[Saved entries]

+--

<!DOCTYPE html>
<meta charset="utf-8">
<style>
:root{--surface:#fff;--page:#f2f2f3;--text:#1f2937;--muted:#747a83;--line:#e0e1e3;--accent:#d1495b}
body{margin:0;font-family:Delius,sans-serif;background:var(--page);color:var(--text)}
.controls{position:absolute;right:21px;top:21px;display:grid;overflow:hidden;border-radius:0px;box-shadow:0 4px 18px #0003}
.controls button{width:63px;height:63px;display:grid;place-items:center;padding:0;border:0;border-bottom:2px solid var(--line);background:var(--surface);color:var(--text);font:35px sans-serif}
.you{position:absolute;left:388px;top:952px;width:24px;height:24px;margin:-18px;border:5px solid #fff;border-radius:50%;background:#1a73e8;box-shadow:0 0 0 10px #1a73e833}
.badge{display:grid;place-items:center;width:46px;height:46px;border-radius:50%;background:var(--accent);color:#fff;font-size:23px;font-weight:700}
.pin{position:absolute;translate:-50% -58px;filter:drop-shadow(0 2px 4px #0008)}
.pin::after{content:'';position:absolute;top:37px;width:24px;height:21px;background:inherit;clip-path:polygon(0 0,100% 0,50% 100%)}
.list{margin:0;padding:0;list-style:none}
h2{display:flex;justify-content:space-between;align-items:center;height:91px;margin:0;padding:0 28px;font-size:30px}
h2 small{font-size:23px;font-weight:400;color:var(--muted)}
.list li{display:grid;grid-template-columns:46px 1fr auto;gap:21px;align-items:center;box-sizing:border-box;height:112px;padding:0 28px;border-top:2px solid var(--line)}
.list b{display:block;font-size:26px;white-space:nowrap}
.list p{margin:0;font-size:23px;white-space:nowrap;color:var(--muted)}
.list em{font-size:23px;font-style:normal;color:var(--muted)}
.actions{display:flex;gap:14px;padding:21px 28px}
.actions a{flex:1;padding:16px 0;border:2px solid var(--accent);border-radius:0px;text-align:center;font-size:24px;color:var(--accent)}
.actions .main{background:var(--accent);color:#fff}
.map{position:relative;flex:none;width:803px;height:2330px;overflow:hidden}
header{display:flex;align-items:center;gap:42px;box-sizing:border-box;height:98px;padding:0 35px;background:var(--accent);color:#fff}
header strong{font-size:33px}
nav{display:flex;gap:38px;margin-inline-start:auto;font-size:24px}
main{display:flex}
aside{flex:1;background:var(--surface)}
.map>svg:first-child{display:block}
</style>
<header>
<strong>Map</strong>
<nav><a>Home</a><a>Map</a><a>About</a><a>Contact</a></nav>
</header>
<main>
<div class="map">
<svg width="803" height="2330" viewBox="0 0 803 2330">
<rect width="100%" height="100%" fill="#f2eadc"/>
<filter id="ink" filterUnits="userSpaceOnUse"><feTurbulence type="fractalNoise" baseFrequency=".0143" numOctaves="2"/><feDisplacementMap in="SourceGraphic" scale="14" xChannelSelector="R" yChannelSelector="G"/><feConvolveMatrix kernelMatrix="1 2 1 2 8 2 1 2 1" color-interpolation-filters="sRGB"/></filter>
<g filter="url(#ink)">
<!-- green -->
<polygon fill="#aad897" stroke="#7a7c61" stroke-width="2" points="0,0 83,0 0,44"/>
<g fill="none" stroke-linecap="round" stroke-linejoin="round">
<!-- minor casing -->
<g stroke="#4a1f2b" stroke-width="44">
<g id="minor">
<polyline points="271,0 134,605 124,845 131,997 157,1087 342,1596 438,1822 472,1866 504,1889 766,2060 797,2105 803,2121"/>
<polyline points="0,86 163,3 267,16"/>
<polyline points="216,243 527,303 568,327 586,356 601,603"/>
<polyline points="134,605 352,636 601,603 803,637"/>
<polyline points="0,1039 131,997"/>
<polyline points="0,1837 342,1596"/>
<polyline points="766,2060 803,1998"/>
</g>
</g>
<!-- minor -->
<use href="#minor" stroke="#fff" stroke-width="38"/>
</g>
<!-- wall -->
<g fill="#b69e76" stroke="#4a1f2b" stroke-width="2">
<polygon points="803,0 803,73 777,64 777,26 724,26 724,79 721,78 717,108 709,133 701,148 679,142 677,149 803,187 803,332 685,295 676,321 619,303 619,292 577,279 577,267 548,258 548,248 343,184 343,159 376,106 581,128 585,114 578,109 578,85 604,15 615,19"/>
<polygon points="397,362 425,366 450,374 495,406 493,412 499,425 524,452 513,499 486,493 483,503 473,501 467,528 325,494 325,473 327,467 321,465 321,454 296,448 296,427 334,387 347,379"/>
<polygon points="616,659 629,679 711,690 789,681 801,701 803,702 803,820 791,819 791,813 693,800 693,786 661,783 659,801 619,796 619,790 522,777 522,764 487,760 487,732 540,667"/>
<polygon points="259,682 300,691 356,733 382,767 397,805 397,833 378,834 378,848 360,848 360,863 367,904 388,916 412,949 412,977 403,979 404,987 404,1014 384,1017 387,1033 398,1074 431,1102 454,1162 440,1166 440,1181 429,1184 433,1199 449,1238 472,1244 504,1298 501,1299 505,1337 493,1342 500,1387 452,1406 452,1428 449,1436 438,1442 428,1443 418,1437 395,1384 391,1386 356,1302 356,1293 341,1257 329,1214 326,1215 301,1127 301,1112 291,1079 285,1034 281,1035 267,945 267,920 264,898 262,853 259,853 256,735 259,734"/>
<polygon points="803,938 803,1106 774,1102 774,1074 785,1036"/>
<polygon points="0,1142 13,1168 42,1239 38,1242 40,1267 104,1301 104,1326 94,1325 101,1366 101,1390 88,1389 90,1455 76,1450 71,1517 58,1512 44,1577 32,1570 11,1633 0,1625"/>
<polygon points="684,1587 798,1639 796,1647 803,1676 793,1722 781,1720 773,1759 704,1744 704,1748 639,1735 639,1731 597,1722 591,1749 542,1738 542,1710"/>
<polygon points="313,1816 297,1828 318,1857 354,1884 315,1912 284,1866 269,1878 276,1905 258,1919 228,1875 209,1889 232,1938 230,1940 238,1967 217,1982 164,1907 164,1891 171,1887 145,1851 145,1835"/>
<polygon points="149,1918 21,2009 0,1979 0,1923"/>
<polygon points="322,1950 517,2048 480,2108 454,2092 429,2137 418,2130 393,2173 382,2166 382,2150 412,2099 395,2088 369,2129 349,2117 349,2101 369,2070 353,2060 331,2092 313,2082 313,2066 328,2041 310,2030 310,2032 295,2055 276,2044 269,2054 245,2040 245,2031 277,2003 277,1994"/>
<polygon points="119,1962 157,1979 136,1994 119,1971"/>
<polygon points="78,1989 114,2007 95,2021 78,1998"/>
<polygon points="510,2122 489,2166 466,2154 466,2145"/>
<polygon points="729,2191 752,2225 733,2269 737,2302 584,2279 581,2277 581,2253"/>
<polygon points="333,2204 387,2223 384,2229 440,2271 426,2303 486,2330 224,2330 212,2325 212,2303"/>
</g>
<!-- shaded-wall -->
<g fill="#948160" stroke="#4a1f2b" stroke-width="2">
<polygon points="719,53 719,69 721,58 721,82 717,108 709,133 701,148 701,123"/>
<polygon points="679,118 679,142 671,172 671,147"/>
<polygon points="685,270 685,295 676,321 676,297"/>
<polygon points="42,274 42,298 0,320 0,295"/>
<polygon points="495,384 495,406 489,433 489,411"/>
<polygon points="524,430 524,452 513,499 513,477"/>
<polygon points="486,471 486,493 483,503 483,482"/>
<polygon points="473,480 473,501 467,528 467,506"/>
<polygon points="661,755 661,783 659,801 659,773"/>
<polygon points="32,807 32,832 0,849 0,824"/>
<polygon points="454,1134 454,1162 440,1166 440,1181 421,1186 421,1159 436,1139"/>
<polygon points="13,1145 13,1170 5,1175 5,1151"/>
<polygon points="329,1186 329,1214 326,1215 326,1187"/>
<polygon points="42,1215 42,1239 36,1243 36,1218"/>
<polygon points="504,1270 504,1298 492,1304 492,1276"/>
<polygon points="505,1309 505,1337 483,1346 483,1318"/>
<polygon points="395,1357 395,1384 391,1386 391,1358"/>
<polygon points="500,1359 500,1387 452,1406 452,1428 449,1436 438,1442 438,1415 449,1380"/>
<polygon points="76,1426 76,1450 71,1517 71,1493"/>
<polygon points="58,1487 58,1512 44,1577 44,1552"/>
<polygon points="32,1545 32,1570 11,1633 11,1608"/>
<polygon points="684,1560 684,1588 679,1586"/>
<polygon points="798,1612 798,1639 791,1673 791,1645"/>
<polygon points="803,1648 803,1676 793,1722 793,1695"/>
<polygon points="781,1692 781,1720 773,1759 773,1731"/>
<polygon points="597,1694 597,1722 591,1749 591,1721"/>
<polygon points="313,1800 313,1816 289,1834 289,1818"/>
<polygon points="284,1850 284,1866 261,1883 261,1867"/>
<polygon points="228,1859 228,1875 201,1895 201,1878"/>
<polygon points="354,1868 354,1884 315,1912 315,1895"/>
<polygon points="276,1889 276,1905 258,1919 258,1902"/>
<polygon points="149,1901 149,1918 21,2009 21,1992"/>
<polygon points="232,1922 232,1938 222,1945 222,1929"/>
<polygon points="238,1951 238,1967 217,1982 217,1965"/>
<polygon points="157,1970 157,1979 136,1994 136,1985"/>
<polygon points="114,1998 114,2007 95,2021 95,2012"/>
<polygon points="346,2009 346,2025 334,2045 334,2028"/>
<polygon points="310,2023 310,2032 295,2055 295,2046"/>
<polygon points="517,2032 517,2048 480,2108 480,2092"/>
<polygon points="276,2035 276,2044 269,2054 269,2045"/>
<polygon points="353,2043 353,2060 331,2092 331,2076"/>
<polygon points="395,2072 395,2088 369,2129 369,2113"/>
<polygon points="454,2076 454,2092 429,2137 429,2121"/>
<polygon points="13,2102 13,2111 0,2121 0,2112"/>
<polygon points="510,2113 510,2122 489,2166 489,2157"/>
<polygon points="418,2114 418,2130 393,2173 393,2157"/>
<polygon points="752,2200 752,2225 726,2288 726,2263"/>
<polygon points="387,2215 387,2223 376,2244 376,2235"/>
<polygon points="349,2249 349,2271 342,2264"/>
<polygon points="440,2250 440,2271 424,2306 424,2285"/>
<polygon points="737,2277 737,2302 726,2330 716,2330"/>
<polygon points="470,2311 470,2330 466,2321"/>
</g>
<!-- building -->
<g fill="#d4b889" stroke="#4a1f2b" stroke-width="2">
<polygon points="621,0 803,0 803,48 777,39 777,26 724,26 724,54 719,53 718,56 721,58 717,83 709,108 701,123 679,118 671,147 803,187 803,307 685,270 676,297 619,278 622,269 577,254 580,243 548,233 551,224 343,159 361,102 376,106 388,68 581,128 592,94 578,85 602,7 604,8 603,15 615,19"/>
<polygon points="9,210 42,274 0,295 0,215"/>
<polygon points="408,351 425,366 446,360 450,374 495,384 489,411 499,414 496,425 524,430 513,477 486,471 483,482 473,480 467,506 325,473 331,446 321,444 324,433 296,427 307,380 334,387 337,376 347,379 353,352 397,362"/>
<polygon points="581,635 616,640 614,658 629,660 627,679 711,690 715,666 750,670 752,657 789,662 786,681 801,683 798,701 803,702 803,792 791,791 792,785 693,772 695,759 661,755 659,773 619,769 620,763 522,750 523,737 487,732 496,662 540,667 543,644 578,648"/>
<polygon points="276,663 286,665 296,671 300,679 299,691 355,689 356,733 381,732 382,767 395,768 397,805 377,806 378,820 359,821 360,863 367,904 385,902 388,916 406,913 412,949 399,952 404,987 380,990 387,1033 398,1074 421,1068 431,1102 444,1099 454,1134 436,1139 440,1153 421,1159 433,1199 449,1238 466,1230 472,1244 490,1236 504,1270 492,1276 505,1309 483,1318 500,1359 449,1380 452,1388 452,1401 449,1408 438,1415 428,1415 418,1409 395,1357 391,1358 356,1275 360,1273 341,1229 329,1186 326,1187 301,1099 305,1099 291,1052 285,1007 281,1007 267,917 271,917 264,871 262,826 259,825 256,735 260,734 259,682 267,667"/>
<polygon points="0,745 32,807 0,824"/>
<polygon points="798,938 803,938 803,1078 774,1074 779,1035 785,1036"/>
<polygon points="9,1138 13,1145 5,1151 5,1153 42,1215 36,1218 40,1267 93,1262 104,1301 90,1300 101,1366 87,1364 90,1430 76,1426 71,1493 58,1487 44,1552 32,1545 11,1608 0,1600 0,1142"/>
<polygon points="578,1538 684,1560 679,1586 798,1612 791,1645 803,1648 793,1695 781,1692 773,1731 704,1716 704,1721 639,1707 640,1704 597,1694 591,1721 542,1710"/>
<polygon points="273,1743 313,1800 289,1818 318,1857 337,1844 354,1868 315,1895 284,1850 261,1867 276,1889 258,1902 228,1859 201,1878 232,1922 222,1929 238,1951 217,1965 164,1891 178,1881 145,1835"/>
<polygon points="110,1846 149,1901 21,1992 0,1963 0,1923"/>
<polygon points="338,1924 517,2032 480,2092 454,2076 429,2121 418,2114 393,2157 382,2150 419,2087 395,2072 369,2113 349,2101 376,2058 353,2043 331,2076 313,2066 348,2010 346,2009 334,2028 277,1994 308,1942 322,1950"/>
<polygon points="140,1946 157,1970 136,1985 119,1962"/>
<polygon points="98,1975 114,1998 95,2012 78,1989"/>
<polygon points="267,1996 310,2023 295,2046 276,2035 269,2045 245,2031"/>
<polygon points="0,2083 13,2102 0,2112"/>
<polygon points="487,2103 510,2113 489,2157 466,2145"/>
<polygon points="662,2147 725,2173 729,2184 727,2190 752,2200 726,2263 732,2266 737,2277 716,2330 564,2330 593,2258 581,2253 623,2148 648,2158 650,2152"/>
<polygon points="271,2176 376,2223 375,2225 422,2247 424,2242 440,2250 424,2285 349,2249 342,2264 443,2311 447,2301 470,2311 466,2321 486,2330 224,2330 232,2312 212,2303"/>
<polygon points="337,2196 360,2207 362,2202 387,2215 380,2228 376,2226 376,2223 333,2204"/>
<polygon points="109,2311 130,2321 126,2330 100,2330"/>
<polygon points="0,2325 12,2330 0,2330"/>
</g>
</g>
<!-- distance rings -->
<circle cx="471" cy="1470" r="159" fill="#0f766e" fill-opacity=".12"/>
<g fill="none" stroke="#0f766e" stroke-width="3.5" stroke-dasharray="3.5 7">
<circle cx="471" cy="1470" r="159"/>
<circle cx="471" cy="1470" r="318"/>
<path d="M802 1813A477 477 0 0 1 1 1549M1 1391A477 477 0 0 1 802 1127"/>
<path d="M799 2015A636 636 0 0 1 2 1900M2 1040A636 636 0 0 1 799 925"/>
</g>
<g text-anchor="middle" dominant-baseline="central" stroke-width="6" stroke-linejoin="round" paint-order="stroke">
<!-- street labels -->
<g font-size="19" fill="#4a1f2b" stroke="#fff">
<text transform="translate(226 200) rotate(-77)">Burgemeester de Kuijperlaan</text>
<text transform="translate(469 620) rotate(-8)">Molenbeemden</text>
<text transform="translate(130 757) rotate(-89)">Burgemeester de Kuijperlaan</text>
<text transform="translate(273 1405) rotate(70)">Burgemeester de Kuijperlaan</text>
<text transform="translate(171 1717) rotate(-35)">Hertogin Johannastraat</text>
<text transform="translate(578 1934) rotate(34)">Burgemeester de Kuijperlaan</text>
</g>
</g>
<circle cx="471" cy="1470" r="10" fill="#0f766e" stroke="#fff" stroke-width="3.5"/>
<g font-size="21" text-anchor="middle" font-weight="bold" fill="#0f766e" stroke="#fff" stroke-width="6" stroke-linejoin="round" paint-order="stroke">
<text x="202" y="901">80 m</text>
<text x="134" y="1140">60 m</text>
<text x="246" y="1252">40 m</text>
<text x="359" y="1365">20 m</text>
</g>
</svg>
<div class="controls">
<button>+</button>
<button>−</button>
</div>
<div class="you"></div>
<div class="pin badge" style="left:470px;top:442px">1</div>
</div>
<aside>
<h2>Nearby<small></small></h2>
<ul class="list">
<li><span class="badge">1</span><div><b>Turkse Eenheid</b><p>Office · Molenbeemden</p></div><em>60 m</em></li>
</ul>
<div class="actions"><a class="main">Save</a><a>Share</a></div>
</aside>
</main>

+--

In the records, which lines mention the word "shadow"? Copy those lines.

SOLUTION —
.controls{position:absolute;right:21px;top:21px;display:grid;overflow:hidden;border-radius:0px;box-shadow:0 4px 18px #0003}
.you{position:absolute;left:388px;top:952px;width:24px;height:24px;margin:-18px;border:5px solid #fff;border-radius:50%;background:#1a73e8;box-shadow:0 0 0 10px #1a73e833}
.pin{position:absolute;translate:-50% -58px;filter:drop-shadow(0 2px 4px #0008)}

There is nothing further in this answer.